→ **Prompt**
From the entries that follow, copy each line in which "getContext" appears.

→ **Study material**
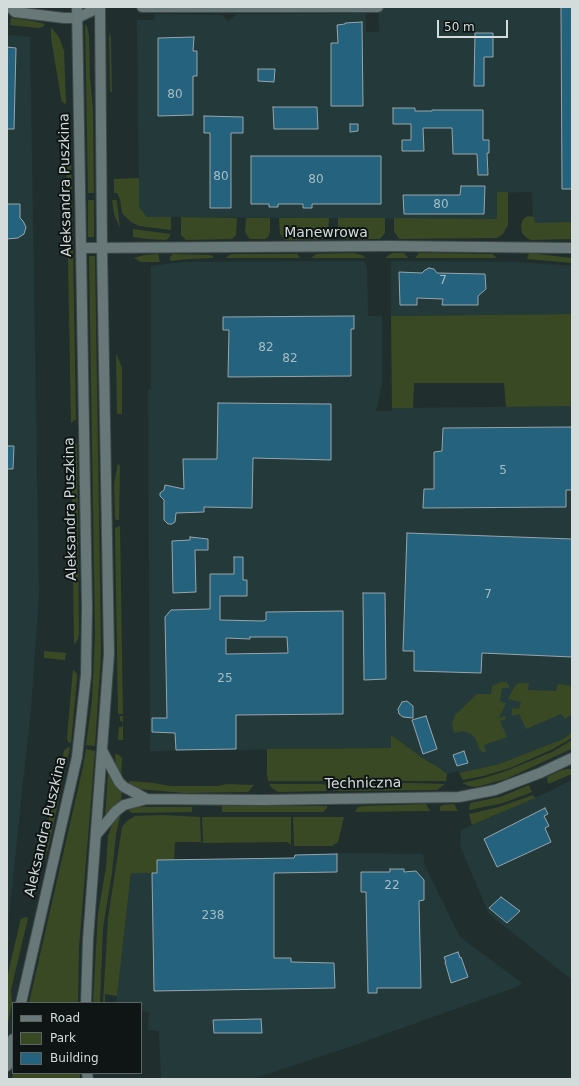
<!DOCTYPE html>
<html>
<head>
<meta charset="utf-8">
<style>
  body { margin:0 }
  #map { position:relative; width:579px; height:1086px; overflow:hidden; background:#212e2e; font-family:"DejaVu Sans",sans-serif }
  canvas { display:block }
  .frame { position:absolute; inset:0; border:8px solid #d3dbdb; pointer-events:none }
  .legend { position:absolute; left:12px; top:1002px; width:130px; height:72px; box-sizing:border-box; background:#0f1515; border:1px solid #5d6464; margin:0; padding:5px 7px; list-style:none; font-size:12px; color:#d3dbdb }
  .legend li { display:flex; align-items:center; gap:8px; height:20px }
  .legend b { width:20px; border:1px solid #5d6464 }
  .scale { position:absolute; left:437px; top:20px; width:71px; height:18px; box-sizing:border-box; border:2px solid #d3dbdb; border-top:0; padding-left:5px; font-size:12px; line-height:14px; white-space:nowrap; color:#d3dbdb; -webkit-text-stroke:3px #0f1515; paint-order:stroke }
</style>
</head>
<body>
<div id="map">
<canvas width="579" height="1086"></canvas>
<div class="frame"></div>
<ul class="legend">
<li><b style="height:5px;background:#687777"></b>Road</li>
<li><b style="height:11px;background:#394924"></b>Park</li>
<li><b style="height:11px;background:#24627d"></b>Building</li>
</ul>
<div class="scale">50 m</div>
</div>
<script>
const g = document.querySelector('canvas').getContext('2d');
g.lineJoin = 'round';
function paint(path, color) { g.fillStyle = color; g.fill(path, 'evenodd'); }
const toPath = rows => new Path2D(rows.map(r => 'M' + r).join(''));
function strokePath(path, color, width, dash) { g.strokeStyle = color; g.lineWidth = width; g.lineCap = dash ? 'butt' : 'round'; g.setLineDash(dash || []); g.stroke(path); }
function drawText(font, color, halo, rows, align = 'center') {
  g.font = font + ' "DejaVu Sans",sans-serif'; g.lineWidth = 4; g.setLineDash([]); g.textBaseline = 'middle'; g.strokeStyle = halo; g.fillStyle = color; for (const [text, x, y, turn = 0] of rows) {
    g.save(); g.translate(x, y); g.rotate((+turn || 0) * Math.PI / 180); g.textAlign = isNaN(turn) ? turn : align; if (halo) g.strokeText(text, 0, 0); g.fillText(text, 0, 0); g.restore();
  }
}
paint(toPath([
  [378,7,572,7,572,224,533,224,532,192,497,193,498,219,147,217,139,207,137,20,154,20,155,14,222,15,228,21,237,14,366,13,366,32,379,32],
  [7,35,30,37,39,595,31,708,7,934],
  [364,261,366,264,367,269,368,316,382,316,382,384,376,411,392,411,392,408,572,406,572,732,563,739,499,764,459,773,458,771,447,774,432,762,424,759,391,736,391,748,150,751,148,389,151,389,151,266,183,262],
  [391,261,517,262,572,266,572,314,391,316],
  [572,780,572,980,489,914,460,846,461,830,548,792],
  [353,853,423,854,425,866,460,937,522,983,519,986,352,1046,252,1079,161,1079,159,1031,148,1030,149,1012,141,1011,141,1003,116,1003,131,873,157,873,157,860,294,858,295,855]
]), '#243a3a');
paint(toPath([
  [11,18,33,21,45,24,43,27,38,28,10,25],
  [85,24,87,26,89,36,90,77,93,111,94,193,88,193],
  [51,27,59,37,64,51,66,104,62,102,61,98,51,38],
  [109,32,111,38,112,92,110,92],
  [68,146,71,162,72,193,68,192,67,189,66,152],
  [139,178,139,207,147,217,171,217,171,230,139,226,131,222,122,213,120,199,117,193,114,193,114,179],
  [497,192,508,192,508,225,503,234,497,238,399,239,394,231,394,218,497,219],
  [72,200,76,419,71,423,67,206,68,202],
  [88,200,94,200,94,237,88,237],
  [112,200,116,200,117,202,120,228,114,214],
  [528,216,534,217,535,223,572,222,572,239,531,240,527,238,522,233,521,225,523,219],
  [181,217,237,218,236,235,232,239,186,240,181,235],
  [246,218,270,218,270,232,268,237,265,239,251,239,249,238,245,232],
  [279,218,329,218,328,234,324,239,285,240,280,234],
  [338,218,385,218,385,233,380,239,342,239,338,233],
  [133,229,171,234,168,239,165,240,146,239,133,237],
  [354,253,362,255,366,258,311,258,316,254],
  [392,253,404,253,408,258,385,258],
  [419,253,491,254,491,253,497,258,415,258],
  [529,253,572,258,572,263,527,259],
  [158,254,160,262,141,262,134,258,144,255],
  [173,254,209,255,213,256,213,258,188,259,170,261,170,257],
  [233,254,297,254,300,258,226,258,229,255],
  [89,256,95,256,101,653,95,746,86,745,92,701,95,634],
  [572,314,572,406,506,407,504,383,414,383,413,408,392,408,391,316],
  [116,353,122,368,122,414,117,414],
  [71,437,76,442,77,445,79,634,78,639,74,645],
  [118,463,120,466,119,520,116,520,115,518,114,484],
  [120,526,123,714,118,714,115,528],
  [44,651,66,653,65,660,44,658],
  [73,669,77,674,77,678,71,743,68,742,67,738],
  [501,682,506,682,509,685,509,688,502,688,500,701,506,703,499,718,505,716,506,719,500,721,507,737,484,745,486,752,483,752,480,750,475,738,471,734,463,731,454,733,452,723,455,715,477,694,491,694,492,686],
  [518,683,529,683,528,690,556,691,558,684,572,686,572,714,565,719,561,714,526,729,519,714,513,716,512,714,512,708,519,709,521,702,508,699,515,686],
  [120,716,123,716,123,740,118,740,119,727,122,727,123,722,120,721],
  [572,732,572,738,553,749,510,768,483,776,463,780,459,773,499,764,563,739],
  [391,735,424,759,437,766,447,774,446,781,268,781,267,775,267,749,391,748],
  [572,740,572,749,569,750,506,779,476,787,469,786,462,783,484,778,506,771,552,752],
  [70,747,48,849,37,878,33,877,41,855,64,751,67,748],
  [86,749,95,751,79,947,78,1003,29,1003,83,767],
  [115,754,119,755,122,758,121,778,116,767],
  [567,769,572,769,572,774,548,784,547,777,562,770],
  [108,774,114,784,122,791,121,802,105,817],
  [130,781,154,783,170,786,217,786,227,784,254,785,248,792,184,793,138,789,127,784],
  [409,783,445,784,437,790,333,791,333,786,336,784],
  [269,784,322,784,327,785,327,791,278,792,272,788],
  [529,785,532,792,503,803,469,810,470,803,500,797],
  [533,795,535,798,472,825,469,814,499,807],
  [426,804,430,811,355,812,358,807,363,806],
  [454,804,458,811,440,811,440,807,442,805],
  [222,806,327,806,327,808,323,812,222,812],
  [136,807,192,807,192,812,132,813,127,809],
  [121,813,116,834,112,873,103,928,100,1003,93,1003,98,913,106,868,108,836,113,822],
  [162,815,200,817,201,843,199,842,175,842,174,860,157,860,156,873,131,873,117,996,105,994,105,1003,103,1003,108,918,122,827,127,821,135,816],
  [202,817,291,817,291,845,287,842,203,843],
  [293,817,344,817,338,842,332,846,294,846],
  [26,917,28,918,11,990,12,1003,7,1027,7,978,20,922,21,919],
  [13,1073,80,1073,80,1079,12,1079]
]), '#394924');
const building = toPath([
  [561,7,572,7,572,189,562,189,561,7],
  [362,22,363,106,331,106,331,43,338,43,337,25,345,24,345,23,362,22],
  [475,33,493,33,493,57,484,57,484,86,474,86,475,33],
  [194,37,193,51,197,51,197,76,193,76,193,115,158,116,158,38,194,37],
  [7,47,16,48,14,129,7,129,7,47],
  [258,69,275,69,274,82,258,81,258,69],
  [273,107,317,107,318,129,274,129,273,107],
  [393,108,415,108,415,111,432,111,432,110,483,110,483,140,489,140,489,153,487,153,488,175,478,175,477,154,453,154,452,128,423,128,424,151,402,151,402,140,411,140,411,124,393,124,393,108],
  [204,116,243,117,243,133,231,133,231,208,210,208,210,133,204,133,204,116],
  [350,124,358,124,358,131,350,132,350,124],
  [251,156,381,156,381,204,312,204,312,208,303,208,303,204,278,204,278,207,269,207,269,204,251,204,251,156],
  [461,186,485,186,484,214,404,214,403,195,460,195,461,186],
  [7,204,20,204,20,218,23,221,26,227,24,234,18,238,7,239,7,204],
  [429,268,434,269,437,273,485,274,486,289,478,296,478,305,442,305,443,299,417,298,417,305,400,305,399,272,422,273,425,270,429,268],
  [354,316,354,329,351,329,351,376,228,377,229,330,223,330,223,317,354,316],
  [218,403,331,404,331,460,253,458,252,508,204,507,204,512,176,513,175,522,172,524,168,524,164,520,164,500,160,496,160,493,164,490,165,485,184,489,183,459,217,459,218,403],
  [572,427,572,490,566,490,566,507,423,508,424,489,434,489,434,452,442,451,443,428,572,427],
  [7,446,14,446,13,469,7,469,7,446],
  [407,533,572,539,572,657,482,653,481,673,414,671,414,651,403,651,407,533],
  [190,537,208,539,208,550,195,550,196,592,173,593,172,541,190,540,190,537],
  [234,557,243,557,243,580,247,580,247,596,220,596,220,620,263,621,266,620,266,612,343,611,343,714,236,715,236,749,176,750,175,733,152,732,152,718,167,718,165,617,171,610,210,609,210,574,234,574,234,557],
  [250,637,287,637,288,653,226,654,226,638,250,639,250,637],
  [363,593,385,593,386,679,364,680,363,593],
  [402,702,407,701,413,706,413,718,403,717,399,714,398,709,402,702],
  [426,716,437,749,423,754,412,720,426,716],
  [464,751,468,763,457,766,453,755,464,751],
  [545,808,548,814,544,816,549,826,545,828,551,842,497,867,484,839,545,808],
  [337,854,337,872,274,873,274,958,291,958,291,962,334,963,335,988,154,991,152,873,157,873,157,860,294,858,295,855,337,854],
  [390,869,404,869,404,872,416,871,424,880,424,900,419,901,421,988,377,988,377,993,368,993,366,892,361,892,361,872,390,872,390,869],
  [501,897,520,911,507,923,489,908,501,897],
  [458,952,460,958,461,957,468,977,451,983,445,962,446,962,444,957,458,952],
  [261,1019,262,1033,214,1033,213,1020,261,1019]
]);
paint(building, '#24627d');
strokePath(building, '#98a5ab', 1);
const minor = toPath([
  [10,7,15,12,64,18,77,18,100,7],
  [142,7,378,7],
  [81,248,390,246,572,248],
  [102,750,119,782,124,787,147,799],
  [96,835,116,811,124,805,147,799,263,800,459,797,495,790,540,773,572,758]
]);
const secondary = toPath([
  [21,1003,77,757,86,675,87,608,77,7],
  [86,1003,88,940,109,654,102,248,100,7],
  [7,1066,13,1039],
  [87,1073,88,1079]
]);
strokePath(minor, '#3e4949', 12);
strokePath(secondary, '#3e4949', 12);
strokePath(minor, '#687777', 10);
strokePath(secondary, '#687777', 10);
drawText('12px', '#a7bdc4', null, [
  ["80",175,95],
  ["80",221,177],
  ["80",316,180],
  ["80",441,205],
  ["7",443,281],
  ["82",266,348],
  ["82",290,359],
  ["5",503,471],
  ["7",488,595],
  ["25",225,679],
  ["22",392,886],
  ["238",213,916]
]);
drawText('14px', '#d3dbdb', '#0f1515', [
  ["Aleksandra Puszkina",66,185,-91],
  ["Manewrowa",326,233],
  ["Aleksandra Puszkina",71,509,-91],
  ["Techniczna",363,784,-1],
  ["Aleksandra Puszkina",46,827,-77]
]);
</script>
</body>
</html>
...
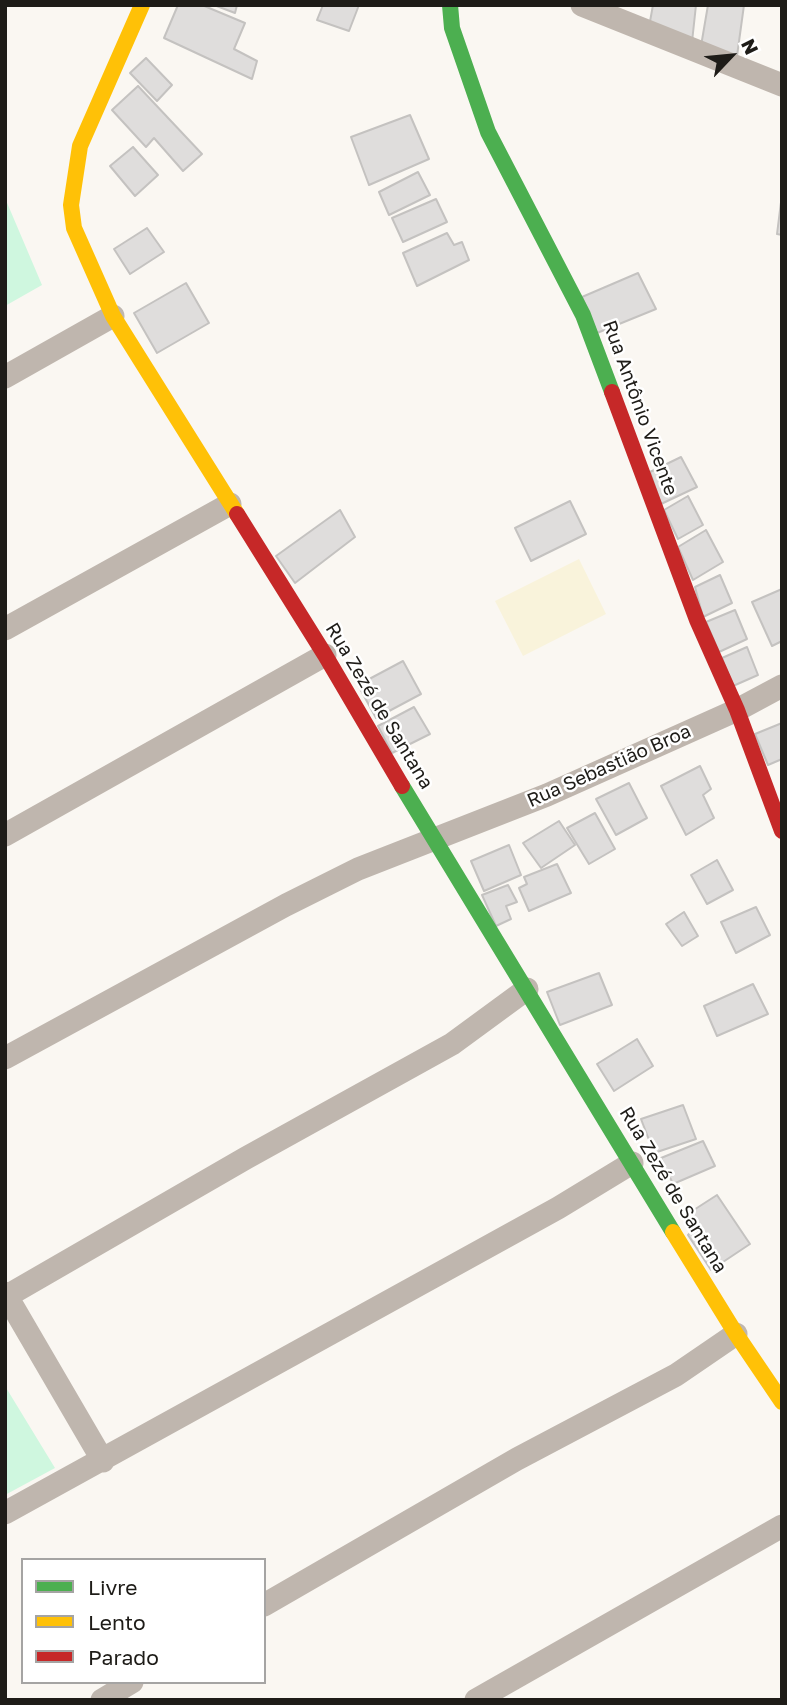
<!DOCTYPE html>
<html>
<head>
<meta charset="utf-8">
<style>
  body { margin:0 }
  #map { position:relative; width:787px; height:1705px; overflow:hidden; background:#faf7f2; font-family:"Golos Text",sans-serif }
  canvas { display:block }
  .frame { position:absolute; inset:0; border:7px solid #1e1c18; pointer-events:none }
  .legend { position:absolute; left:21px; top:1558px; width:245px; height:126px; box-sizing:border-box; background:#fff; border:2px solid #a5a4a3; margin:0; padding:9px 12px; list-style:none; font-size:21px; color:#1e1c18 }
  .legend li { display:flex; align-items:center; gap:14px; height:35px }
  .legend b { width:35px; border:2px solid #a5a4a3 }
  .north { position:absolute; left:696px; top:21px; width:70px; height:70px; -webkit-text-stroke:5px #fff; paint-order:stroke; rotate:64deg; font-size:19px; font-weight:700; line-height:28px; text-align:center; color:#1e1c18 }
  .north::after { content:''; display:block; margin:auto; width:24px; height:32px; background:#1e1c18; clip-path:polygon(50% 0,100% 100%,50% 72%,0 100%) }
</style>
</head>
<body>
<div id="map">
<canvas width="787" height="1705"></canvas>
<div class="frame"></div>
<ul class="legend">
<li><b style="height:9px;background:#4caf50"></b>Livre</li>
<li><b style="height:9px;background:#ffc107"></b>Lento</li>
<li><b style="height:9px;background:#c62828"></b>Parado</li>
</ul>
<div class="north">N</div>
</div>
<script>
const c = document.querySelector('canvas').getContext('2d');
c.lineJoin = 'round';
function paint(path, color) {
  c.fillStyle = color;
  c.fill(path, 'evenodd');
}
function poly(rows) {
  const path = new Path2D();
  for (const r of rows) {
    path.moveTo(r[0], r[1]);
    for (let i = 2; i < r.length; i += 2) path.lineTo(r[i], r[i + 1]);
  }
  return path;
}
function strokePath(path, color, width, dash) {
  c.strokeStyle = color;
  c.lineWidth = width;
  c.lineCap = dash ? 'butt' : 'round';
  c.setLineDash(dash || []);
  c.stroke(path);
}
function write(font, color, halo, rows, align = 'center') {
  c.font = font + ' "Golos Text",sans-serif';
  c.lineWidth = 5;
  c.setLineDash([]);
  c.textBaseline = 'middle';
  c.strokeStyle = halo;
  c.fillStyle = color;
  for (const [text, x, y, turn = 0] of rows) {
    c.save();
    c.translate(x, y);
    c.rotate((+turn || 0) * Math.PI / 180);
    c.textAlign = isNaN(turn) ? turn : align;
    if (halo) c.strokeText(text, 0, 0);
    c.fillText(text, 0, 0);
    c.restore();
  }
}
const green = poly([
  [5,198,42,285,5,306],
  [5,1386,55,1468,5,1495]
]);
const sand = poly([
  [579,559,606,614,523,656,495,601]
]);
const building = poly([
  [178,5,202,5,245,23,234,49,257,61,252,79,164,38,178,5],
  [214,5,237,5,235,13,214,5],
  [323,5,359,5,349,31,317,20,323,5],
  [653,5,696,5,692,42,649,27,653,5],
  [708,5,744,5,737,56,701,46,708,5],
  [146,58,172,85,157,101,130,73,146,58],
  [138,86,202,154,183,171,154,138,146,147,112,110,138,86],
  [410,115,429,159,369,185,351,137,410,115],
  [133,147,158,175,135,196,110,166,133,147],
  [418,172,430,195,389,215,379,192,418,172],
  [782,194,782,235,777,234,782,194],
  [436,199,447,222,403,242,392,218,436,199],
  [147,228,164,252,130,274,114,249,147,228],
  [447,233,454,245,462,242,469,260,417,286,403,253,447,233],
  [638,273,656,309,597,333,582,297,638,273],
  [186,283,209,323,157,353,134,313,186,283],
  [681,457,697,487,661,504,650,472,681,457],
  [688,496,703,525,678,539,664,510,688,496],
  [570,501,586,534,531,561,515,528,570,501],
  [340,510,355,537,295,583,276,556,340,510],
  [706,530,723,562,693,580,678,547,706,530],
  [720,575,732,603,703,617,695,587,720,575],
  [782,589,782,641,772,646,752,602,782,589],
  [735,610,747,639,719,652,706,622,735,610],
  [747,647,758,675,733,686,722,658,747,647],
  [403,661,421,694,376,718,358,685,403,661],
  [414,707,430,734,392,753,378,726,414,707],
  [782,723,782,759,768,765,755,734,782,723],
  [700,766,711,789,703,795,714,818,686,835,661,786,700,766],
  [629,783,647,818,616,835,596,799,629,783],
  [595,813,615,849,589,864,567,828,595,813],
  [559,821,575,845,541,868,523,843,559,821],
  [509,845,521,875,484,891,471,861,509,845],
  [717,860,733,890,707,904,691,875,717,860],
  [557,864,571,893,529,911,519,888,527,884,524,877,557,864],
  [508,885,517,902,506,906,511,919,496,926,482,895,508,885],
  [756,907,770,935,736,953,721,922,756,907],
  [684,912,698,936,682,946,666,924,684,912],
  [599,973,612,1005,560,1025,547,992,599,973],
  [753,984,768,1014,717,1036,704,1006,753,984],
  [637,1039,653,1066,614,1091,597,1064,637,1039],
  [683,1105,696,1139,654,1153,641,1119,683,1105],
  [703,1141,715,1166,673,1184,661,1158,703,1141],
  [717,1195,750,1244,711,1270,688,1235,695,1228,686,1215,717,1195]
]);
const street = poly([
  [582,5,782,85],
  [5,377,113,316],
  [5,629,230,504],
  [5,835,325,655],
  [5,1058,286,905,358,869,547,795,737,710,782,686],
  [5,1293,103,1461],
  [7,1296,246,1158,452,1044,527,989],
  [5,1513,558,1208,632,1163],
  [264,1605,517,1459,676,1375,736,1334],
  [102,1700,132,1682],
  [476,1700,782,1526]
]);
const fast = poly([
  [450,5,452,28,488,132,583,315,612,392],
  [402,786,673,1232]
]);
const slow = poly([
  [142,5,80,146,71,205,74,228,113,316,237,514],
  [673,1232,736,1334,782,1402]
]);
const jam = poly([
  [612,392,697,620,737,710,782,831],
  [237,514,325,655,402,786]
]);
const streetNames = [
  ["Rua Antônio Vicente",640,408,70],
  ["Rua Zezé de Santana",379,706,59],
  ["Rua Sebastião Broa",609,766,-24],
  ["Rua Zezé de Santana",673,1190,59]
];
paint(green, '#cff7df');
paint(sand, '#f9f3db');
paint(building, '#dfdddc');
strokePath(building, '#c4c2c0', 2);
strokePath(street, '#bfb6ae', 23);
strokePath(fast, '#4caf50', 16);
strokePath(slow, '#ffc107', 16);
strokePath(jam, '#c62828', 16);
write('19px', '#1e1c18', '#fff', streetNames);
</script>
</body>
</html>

→ **Solved exercise**
const g = document.querySelector('canvas').getContext('2d');
const c = document.querySelector('canvas').getContext('2d');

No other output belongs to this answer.